Exercise objective ::
Please find all lines containing "JSON" in the listing below and copy them.

Data ::
+ + + +
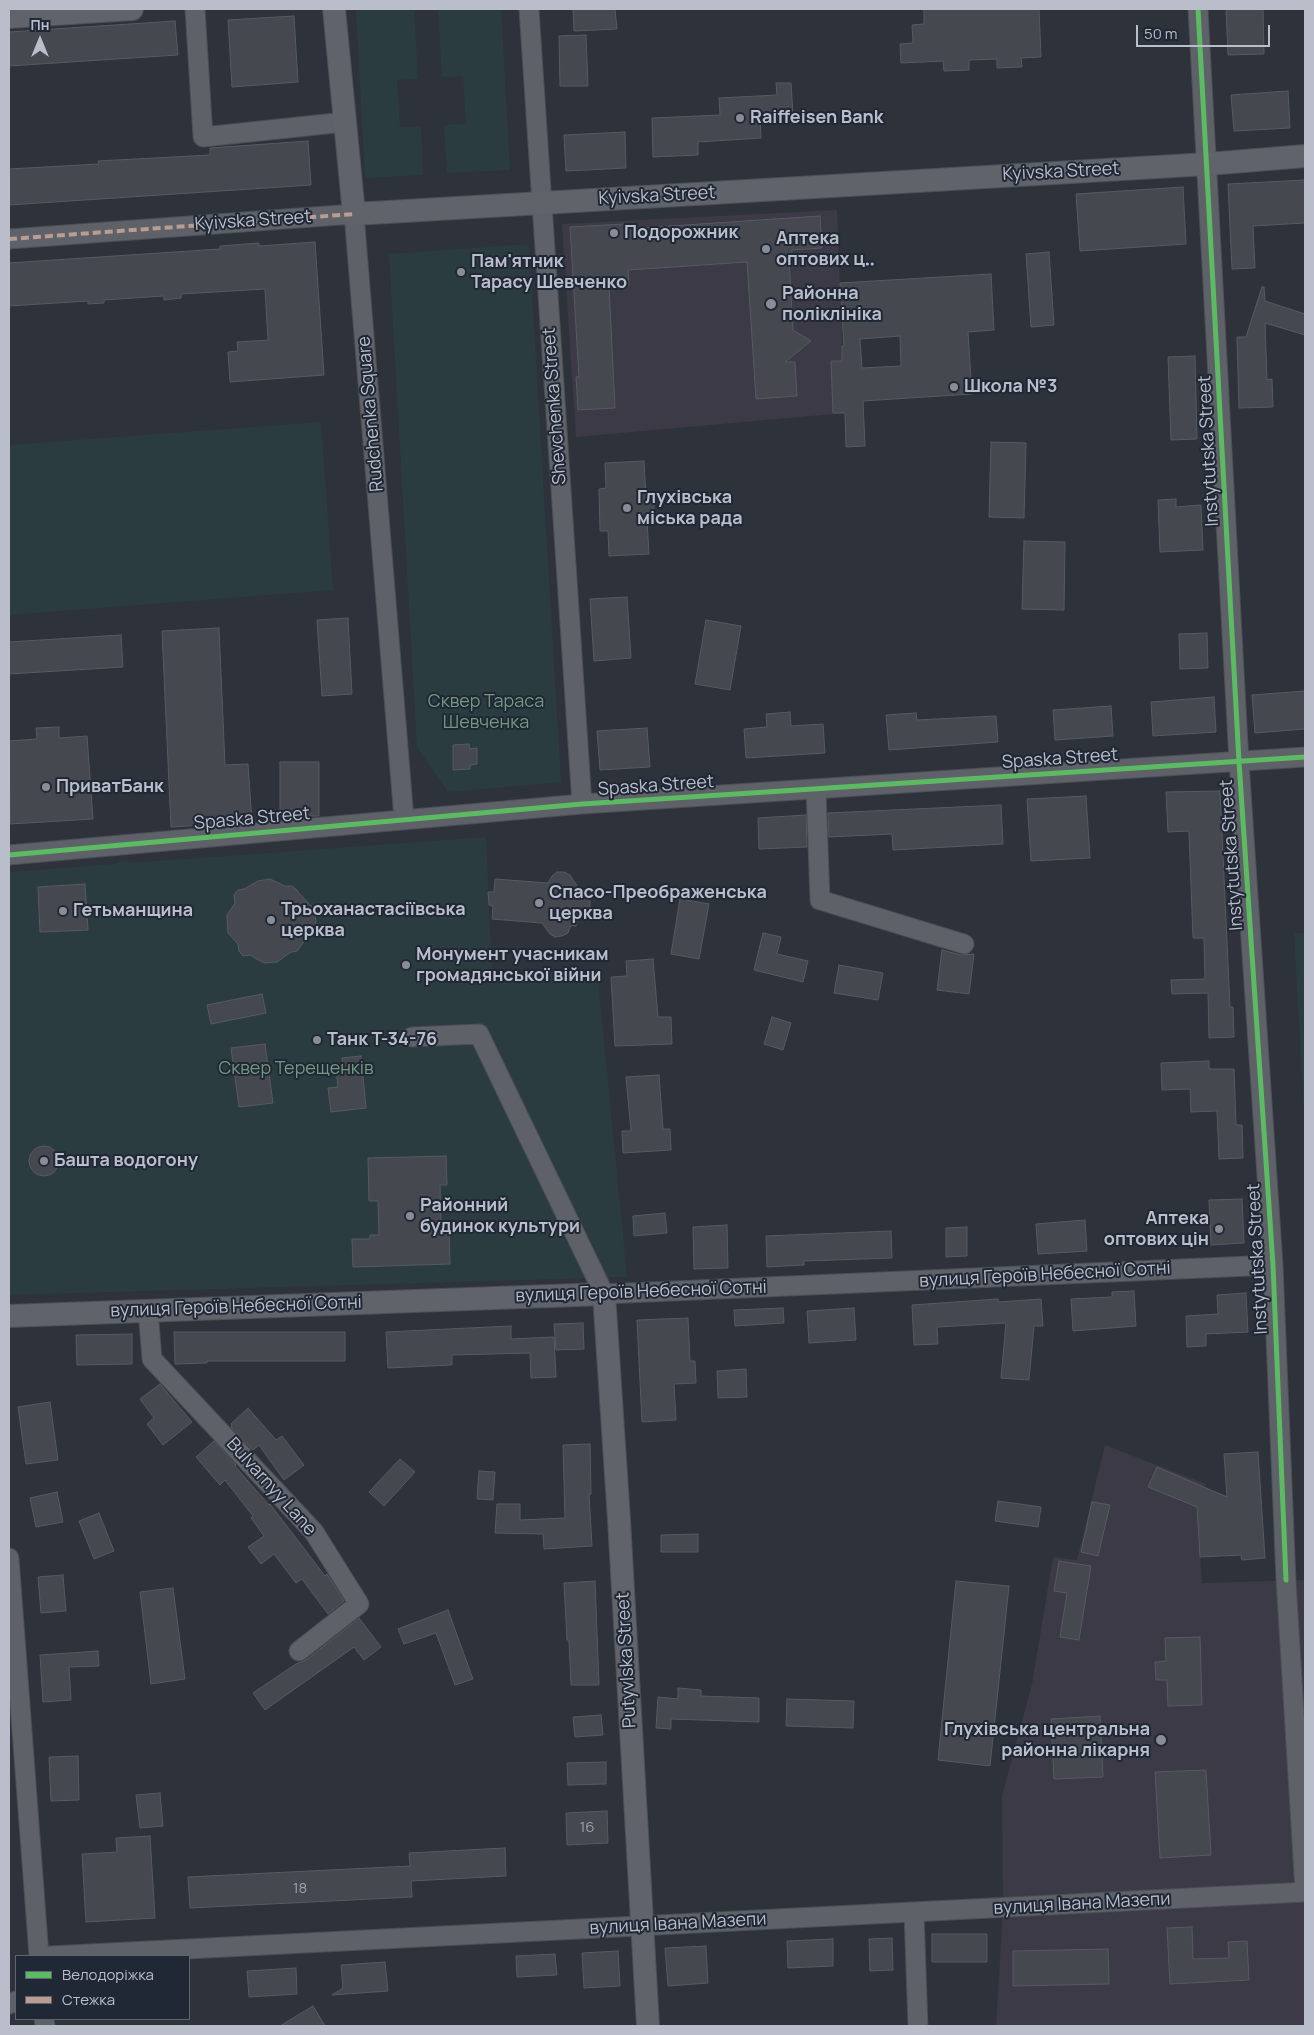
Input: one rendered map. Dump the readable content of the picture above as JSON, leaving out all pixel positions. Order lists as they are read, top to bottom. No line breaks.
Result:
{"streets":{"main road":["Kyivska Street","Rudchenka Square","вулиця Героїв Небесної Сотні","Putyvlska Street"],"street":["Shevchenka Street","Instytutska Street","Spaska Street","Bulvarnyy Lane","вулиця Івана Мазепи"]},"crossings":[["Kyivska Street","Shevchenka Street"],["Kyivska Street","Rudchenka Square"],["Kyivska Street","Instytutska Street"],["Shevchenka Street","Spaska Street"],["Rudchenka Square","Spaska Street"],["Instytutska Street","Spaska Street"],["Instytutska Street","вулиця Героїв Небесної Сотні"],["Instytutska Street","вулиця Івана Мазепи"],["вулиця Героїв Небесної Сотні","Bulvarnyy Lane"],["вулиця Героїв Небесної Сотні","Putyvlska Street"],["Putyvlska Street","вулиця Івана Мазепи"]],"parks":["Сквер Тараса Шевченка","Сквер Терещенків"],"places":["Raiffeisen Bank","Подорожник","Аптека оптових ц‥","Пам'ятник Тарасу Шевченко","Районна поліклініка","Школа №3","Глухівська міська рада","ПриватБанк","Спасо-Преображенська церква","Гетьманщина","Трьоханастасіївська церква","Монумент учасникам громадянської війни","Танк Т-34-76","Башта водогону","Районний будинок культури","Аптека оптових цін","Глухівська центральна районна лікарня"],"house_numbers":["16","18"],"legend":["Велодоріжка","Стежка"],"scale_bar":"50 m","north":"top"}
+ + + +
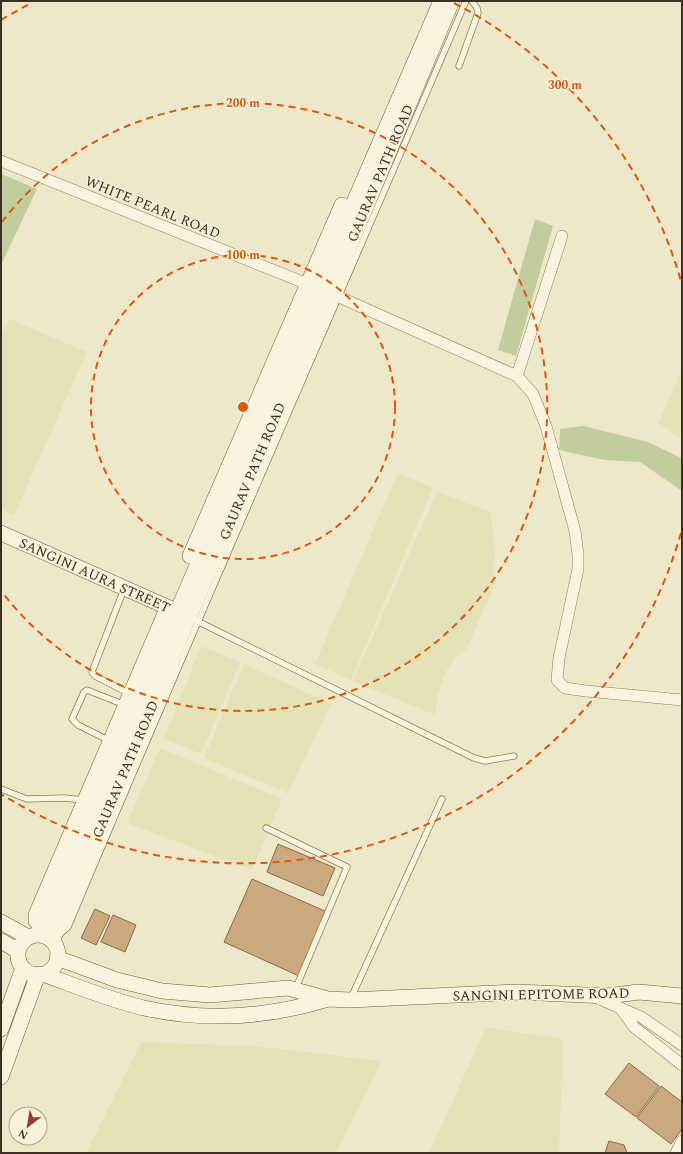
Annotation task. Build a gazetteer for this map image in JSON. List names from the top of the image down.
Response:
+ + + +
Exercise output ::
Input: one rendered map. Dump the readable content of the picture above as JSON, leaving out all pixel positions. Order lists as they are read, top to bottom. No line breaks.
Annotation task. Build a gazetteer for this map image in JSON. List names from the top of the image down.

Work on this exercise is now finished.